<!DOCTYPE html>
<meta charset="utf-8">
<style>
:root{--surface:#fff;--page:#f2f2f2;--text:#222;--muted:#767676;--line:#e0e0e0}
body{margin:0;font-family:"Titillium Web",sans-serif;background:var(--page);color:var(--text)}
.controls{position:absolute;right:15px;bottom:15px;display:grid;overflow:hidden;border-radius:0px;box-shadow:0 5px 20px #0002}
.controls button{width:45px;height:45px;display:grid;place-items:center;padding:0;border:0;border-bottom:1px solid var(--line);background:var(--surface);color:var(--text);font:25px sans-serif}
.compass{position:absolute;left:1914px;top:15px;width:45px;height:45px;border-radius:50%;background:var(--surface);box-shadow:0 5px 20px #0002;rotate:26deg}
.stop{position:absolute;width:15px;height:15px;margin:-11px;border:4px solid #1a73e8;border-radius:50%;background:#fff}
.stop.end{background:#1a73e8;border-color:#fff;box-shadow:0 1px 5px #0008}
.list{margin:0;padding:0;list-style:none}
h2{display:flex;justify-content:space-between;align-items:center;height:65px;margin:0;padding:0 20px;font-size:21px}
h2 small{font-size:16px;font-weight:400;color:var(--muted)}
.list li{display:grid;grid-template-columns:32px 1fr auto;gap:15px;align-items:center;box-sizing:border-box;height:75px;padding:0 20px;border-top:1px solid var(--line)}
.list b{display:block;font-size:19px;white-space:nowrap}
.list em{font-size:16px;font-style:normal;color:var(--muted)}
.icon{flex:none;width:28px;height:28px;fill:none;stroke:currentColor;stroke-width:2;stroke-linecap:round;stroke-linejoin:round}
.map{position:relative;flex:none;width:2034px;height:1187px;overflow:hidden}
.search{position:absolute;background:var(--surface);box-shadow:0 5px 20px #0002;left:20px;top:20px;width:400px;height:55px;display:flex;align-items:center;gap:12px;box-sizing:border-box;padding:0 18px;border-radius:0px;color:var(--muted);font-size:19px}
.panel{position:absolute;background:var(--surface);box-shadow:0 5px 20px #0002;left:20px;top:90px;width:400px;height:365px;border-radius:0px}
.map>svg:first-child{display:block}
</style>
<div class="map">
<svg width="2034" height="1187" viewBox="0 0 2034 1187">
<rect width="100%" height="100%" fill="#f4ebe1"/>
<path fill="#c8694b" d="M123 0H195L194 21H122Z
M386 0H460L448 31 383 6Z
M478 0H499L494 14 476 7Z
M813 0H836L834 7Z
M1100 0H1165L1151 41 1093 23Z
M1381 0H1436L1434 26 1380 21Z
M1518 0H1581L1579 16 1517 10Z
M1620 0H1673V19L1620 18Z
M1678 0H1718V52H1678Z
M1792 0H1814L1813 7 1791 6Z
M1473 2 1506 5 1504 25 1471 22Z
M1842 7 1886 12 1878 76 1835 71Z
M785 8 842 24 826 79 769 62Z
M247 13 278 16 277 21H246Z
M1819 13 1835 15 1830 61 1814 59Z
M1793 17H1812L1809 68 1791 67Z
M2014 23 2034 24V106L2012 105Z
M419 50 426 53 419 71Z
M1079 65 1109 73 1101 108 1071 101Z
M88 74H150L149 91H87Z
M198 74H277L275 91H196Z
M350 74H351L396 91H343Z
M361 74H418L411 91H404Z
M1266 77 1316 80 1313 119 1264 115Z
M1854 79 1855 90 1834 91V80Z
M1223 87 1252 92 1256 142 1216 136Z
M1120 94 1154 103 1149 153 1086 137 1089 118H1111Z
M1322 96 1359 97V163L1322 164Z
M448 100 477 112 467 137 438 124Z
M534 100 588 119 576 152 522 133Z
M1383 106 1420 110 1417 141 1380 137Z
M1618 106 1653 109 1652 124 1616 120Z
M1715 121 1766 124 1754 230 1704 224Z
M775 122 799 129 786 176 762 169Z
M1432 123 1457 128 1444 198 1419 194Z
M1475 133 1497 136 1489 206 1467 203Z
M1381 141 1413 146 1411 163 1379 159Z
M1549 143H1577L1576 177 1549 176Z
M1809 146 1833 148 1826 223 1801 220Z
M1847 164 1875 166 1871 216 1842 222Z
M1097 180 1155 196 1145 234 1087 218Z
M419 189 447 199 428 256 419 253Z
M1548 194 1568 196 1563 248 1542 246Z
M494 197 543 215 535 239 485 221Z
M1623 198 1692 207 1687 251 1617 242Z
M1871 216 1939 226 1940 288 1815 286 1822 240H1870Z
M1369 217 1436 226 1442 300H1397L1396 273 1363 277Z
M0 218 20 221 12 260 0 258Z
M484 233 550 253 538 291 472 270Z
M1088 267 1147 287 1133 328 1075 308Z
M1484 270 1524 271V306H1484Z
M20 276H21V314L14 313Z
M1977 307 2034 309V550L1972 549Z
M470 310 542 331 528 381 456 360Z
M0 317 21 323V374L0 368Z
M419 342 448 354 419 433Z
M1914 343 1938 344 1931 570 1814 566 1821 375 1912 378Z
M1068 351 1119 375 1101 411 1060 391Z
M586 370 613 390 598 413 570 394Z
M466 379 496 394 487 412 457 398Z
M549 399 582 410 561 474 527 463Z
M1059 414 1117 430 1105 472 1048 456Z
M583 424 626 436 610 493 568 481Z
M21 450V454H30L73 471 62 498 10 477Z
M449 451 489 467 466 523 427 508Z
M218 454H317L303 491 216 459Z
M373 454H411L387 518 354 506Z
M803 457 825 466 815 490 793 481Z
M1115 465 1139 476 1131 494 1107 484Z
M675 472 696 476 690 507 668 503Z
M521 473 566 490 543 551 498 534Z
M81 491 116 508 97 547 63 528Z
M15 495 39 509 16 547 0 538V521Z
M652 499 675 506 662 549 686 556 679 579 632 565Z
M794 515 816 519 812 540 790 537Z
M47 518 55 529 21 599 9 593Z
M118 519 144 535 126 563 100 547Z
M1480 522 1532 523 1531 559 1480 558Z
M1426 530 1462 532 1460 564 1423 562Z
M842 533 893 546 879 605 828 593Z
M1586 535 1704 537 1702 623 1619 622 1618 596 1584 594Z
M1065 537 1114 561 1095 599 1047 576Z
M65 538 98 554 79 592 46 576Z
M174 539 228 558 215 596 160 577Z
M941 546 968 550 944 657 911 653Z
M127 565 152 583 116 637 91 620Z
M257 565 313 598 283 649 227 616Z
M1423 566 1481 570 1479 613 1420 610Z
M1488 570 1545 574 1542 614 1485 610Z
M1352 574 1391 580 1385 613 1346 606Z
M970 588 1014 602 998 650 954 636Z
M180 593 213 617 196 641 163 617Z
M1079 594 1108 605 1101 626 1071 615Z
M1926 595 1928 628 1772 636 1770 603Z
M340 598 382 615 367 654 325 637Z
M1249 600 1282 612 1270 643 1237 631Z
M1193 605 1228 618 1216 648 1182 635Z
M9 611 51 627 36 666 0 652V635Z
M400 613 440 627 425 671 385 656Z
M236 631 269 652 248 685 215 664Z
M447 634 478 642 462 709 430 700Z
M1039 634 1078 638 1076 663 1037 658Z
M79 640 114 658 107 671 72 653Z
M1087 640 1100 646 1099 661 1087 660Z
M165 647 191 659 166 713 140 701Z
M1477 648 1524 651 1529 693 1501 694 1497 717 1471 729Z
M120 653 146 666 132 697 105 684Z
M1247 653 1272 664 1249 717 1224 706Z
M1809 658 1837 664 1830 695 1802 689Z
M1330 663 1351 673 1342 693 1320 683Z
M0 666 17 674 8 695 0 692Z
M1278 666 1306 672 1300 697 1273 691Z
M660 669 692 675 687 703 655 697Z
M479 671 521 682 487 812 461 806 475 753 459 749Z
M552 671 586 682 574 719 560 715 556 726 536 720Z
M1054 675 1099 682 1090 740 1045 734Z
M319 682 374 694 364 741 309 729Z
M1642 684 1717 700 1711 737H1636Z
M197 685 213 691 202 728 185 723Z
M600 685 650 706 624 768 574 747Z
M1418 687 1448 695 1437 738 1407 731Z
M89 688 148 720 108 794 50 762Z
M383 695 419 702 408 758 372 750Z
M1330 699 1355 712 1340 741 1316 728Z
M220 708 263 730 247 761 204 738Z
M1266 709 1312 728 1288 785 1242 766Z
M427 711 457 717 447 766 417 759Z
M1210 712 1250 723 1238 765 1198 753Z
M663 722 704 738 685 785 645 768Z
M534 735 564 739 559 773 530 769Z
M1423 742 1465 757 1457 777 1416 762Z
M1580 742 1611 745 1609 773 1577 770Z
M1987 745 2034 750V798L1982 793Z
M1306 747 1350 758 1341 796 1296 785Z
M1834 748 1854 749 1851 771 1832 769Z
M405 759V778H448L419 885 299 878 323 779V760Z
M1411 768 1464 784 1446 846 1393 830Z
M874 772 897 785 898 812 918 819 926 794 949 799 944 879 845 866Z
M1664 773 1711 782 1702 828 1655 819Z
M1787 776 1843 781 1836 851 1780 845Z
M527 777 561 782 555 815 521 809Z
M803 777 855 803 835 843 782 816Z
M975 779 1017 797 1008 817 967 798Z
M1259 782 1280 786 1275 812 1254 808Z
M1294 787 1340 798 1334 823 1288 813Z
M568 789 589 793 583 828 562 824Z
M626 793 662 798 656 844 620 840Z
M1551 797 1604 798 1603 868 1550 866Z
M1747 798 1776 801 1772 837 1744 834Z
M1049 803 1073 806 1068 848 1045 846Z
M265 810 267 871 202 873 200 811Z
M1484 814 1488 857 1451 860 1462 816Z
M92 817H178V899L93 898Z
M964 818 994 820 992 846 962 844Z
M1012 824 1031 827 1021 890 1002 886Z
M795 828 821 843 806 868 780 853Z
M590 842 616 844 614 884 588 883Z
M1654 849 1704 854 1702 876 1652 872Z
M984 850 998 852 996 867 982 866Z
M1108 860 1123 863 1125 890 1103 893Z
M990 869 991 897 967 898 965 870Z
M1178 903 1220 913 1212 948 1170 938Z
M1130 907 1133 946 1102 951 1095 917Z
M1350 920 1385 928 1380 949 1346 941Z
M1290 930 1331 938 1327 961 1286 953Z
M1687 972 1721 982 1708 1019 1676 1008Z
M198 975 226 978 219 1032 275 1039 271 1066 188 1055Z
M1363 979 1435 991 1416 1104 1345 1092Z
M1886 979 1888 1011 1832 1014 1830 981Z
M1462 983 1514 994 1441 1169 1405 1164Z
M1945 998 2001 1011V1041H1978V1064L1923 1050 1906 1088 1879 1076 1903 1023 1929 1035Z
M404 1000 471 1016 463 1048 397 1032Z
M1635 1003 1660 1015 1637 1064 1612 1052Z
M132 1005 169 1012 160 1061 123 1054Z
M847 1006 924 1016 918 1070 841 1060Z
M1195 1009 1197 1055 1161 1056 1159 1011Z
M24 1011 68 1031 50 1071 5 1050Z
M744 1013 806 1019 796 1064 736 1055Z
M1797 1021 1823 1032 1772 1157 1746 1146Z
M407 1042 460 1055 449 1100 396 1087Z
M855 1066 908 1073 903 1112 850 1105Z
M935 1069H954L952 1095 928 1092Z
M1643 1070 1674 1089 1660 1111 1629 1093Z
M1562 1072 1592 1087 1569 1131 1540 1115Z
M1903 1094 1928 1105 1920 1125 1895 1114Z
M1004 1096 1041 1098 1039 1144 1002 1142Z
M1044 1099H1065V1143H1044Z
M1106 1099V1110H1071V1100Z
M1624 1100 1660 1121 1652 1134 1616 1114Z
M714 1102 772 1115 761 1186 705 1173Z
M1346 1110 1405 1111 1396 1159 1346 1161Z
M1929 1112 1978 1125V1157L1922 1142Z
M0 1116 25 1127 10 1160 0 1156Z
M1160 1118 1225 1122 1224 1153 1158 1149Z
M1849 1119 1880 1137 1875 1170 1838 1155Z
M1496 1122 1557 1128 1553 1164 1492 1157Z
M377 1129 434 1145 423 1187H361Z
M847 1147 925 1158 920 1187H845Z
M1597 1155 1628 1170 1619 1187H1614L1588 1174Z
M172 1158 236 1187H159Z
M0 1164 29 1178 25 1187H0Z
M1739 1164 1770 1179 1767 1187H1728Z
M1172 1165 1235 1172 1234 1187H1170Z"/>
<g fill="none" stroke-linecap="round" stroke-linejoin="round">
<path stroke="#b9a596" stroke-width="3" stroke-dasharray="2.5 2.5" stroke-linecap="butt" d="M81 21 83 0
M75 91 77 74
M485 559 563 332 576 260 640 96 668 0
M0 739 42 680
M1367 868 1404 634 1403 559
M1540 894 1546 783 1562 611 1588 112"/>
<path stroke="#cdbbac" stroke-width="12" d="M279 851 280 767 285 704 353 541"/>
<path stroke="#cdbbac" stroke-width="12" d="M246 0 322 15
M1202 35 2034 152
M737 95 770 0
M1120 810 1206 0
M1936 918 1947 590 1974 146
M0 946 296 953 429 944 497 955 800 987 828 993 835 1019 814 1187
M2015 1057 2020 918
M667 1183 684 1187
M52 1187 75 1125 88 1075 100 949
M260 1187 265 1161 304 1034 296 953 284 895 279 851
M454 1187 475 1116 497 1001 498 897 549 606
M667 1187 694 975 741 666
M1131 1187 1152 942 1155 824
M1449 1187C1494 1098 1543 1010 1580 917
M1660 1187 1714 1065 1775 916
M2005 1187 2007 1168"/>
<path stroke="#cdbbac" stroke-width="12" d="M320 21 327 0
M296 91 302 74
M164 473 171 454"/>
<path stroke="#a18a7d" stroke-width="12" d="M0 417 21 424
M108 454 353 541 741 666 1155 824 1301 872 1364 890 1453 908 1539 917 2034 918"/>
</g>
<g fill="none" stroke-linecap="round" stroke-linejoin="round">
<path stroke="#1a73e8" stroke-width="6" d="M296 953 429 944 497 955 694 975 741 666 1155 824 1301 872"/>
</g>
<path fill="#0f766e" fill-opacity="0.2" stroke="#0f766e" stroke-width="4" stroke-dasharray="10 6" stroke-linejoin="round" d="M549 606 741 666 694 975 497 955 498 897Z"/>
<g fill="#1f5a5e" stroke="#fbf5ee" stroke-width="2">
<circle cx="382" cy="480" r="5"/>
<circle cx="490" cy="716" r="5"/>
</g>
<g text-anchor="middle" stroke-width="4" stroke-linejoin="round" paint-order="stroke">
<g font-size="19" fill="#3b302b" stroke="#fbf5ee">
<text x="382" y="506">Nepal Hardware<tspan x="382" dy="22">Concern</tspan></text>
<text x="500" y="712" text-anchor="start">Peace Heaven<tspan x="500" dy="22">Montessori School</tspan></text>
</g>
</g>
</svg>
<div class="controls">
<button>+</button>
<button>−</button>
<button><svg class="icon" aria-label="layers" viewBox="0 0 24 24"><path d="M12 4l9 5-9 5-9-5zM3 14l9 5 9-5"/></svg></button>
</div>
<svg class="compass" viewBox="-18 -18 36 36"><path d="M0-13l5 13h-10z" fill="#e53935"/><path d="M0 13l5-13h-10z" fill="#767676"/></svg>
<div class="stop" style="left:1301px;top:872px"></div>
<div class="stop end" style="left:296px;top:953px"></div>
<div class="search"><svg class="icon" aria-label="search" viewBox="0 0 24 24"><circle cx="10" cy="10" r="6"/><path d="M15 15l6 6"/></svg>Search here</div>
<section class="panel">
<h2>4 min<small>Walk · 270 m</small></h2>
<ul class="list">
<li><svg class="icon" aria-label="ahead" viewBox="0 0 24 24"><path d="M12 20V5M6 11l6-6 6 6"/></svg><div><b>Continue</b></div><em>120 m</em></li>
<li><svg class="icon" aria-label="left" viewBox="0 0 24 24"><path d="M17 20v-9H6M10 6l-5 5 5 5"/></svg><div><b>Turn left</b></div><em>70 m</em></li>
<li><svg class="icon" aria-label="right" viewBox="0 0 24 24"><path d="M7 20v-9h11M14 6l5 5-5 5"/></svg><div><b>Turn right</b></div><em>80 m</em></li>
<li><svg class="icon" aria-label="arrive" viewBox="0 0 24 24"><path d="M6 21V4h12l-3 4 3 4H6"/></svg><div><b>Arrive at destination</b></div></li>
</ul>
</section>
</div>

> _Work instruction_
Give the number of lines in the records above that contain the word "sans", and nothing more.

> _Exercise result_
2